The legislation on “cybercrime” allows authorities, through a judge, to order the blocking of websites that “constitute a threat” to Egypt’s national security or economy.

Those who administer or visit such websites, intentionally or “in error without a valid reason,” can now face jail time and fines of up to up to EGP100,000 ($5,593). Such decisions can be appealed.

The law is one of a series of measures that rights groups complain are aimed at curbing freedom of expression online, with the internet one of the last forums for public debate over Sisi’s rule.

Egyptian lawmakers last month approved another bill that grants the state’s Supreme Council for Media Regulations the right to monitor social media users.

Under that legislation, which Sisi has yet to approve, people whose social media accounts have more than 5,000 followers could be placed under supervision.

The council would be authorized to suspend or block any personal account which “publishes or broadcasts fake news or anything [information] inciting violating the law, violence or hatred.”

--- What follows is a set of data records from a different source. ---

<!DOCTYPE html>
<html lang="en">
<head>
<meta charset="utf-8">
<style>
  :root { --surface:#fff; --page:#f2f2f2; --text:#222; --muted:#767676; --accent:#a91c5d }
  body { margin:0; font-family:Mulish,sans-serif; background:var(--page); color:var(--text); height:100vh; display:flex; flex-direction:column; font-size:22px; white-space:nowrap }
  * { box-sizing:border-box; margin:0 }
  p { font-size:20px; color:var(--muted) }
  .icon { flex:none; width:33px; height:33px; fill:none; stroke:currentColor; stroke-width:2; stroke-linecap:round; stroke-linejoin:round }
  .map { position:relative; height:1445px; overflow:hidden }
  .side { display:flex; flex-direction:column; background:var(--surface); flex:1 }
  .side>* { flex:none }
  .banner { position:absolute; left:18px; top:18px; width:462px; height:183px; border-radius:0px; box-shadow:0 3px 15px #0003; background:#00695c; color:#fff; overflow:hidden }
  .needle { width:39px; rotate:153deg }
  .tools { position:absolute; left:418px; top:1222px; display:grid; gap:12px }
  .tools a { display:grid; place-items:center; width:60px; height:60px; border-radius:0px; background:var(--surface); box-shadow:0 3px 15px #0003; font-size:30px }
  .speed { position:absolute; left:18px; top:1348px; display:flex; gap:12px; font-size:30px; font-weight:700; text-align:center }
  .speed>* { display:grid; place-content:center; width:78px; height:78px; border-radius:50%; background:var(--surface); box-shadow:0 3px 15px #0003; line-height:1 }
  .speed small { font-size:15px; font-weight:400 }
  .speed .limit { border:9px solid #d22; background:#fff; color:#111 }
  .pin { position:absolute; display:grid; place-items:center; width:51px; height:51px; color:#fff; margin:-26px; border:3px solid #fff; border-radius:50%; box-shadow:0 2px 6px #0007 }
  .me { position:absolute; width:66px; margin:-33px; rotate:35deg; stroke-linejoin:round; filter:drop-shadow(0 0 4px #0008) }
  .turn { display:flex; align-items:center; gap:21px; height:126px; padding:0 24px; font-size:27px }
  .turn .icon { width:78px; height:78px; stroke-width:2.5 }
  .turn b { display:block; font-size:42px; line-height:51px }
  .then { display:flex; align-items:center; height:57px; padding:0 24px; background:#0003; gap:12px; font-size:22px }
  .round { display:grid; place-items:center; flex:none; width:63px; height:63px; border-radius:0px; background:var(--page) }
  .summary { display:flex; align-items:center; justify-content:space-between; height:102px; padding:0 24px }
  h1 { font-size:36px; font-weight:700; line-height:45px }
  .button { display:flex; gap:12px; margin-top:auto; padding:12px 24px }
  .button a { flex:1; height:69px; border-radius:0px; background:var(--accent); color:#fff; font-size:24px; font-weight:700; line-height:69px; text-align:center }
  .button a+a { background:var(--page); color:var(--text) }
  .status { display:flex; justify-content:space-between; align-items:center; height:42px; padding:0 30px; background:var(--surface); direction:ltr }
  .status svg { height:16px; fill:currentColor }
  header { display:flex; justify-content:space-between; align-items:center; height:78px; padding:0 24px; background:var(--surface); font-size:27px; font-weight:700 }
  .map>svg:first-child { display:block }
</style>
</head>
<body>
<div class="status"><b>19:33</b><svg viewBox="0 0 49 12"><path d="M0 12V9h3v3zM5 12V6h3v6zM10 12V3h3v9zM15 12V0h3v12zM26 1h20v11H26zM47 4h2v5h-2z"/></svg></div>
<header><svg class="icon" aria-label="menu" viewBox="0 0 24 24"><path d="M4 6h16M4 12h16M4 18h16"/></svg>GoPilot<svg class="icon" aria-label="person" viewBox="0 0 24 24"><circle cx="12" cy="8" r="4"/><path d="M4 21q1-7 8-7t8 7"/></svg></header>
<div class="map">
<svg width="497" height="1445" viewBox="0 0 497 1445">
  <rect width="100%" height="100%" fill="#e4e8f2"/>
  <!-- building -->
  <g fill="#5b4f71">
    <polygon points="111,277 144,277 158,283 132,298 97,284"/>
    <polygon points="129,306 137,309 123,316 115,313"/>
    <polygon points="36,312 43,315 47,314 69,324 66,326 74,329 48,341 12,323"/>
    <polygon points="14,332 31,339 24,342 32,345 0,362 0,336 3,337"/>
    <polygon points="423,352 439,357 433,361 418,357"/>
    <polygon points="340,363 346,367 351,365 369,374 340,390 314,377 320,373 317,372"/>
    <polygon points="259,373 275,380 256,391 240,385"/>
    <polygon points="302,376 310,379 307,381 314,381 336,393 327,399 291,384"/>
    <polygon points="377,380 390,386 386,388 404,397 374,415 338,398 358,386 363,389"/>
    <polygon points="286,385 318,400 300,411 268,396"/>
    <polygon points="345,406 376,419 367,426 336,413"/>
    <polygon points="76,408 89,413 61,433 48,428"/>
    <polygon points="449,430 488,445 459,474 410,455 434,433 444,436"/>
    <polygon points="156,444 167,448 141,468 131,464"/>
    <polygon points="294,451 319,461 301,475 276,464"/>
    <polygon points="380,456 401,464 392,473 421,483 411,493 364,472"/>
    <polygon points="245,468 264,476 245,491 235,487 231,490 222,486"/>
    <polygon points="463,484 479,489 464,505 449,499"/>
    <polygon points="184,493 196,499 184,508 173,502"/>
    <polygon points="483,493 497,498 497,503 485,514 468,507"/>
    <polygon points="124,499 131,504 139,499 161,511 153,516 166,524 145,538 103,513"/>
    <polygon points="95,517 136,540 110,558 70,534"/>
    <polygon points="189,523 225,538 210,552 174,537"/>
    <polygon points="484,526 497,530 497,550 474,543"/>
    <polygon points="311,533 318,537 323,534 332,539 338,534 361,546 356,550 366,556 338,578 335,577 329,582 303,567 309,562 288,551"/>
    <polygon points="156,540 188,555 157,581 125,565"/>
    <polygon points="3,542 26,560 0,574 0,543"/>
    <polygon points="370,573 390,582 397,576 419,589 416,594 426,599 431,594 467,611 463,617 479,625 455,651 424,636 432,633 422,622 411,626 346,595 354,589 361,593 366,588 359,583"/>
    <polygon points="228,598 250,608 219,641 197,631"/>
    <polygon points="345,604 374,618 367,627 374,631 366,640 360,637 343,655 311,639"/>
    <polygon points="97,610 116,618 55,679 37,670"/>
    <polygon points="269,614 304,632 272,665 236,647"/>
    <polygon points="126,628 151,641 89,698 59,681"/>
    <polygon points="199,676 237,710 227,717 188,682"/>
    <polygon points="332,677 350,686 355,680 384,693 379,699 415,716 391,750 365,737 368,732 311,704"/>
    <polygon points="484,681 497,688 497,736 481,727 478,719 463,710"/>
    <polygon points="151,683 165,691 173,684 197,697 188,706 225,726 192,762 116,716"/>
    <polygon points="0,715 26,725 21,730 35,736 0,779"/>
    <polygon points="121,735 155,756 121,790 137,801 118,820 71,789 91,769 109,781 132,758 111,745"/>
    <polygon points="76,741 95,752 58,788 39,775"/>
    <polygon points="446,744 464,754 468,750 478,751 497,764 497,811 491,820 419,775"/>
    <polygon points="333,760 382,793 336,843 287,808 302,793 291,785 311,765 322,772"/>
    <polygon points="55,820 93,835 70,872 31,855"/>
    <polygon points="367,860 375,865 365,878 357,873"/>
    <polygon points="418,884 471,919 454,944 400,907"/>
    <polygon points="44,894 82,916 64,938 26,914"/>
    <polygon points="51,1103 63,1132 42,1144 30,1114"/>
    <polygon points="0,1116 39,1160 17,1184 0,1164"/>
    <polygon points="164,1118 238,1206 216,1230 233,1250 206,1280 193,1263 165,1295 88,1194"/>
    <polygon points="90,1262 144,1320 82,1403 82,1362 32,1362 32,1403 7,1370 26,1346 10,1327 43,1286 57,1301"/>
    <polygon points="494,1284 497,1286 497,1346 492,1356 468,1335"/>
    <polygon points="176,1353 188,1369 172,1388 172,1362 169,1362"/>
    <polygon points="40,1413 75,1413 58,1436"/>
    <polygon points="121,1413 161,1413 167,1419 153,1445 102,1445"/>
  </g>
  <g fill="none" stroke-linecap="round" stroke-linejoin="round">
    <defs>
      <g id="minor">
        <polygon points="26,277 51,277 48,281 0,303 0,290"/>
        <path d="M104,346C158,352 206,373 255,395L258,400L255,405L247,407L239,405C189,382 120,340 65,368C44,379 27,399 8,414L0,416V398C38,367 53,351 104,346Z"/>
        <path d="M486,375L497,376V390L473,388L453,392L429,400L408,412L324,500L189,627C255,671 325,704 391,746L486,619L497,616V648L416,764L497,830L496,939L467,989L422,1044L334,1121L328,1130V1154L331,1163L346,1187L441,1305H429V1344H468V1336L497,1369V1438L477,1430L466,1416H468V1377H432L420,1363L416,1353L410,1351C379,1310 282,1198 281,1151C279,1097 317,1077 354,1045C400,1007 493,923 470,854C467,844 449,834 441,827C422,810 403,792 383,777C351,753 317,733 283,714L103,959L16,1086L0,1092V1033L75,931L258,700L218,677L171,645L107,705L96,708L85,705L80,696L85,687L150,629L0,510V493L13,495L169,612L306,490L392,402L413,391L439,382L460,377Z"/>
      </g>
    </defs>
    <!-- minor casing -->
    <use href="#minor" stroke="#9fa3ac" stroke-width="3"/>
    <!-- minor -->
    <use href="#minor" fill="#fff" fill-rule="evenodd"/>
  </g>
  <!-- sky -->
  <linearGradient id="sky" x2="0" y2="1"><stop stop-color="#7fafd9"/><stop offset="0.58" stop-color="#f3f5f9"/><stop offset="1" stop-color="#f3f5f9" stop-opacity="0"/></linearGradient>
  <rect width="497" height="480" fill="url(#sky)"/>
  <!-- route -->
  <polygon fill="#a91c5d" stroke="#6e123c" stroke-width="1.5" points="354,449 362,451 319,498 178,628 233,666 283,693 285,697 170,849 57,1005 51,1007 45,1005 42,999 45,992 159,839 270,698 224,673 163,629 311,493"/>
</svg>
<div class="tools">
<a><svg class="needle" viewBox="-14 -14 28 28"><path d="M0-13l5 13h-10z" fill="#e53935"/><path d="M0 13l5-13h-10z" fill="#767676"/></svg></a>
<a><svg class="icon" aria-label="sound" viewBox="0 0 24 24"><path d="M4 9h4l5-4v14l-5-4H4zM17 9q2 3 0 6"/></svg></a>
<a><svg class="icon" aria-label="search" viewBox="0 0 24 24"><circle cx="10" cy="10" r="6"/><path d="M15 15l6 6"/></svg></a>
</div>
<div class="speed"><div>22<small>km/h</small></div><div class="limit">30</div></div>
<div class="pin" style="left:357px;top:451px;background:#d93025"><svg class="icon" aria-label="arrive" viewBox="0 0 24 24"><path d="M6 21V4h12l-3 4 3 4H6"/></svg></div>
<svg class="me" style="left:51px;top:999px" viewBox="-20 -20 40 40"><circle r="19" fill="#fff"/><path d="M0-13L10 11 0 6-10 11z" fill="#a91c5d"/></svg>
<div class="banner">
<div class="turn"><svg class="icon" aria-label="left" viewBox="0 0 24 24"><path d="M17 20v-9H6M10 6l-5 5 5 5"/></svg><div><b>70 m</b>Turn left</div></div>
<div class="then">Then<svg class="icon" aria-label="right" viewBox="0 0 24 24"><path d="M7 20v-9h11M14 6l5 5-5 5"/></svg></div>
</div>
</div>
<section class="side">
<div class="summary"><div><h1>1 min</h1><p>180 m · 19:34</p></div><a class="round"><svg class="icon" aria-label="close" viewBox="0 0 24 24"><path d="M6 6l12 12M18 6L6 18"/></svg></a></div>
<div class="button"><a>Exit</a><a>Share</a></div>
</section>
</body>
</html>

The authorities have insisted that such measures are needed to help tackle instability and terrorism in the country. But domestic and international rights activists regularly accuse the government of seeking to crush dissent by arresting activists and bloggers and blocking news sites.

Amnesty International criticized the legislation in a July statement saying they “give the state near-total control over print, online and broadcast media.”

More than 500 websites have already been blocked in Egypt prior to the new law, according to the Cairo-based Association of Freedom of Thought and Expression.

Egypt is currently placed 161 out of 180 countries in the press freedom rankings of global media rights organisation Reporters Without Borders.